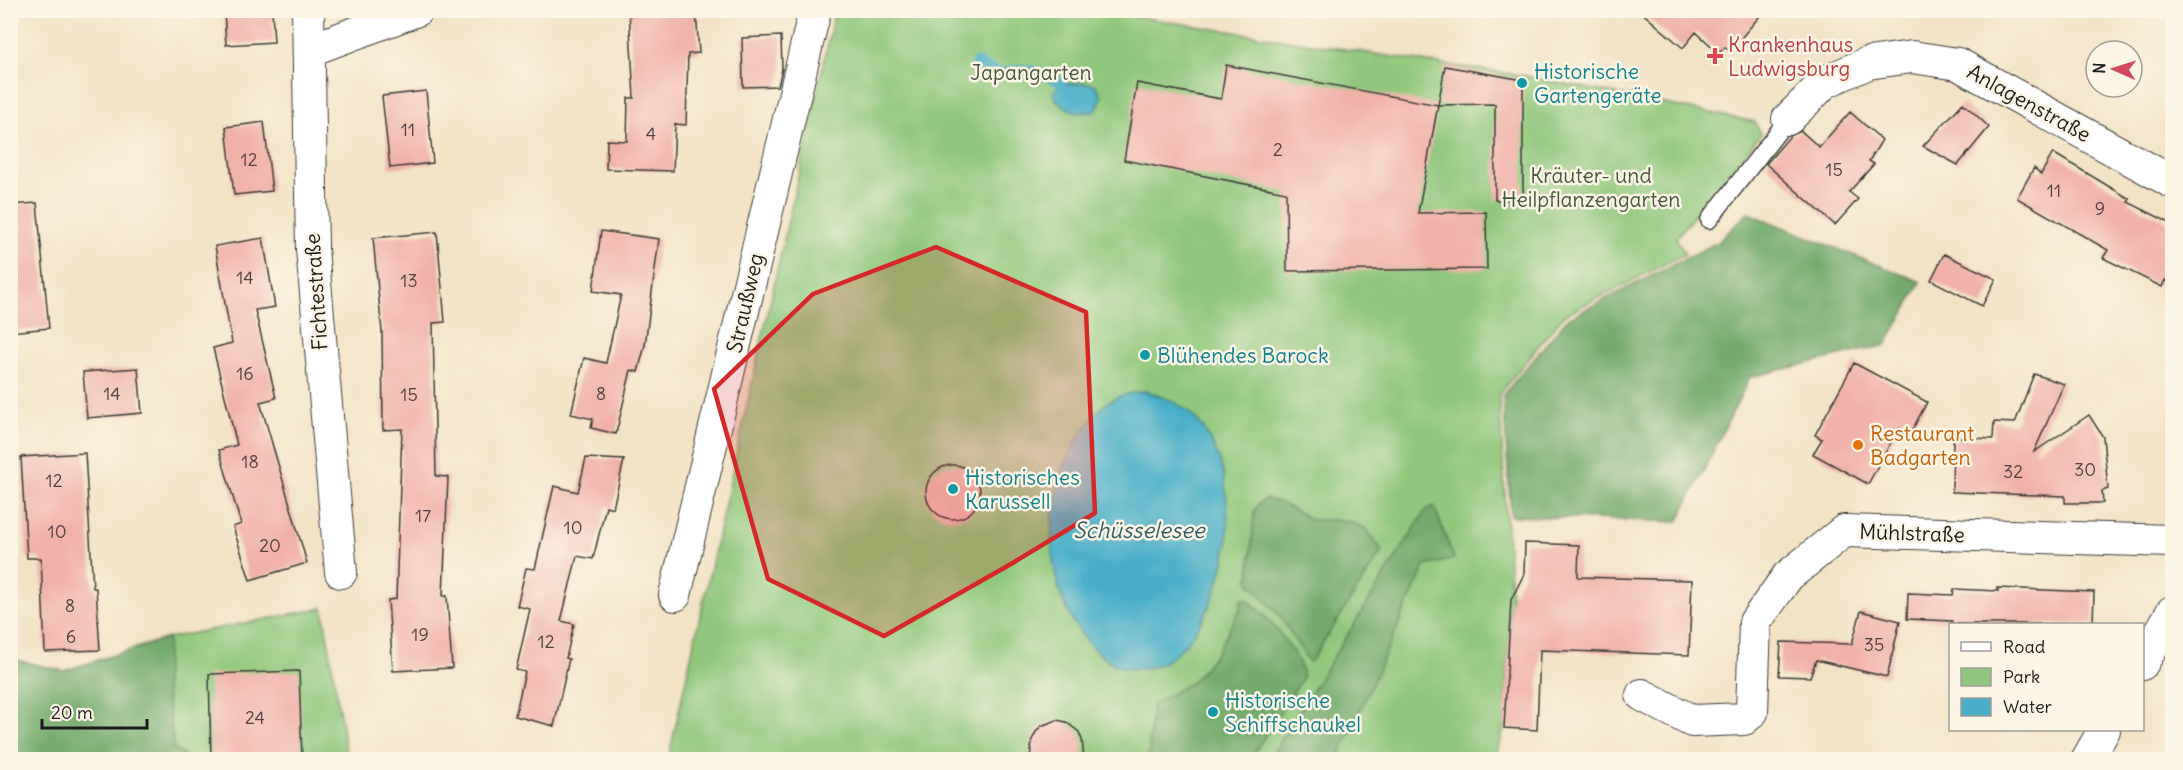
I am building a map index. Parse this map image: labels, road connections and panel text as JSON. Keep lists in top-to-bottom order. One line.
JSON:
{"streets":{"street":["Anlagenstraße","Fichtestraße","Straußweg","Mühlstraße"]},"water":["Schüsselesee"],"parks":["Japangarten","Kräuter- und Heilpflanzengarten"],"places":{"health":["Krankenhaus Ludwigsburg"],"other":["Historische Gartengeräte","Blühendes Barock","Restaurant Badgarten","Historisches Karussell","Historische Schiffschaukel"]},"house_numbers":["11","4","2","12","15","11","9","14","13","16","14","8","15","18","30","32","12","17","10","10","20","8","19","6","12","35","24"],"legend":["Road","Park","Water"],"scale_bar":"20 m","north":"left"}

Task ▸ Your copy of the listing should match it exactly, apart from the pictures, which are left out.

Answer space ▸
I am building a map index. Parse this map image: labels, road connections and panel text as JSON. Keep lists in top-to-bottom order. One line.
JSON:
{"streets":{"street":["Anlagenstraße","Fichtestraße","Straußweg","Mühlstraße"]},"water":["Schüsselesee"],"parks":["Japangarten","Kräuter- und Heilpflanzengarten"],"places":{"health":["Krankenhaus Ludwigsburg"],"other":["Historische Gartengeräte","Blühendes Barock","Restaurant Badgarten","Historisches Karussell","Historische Schiffschaukel"]},"house_numbers":["11","4","2","12","15","11","9","14","13","16","14","8","15","18","30","32","12","17","10","10","20","8","19","6","12","35","24"],"legend":["Road","Park","Water"],"scale_bar":"20 m","north":"left"}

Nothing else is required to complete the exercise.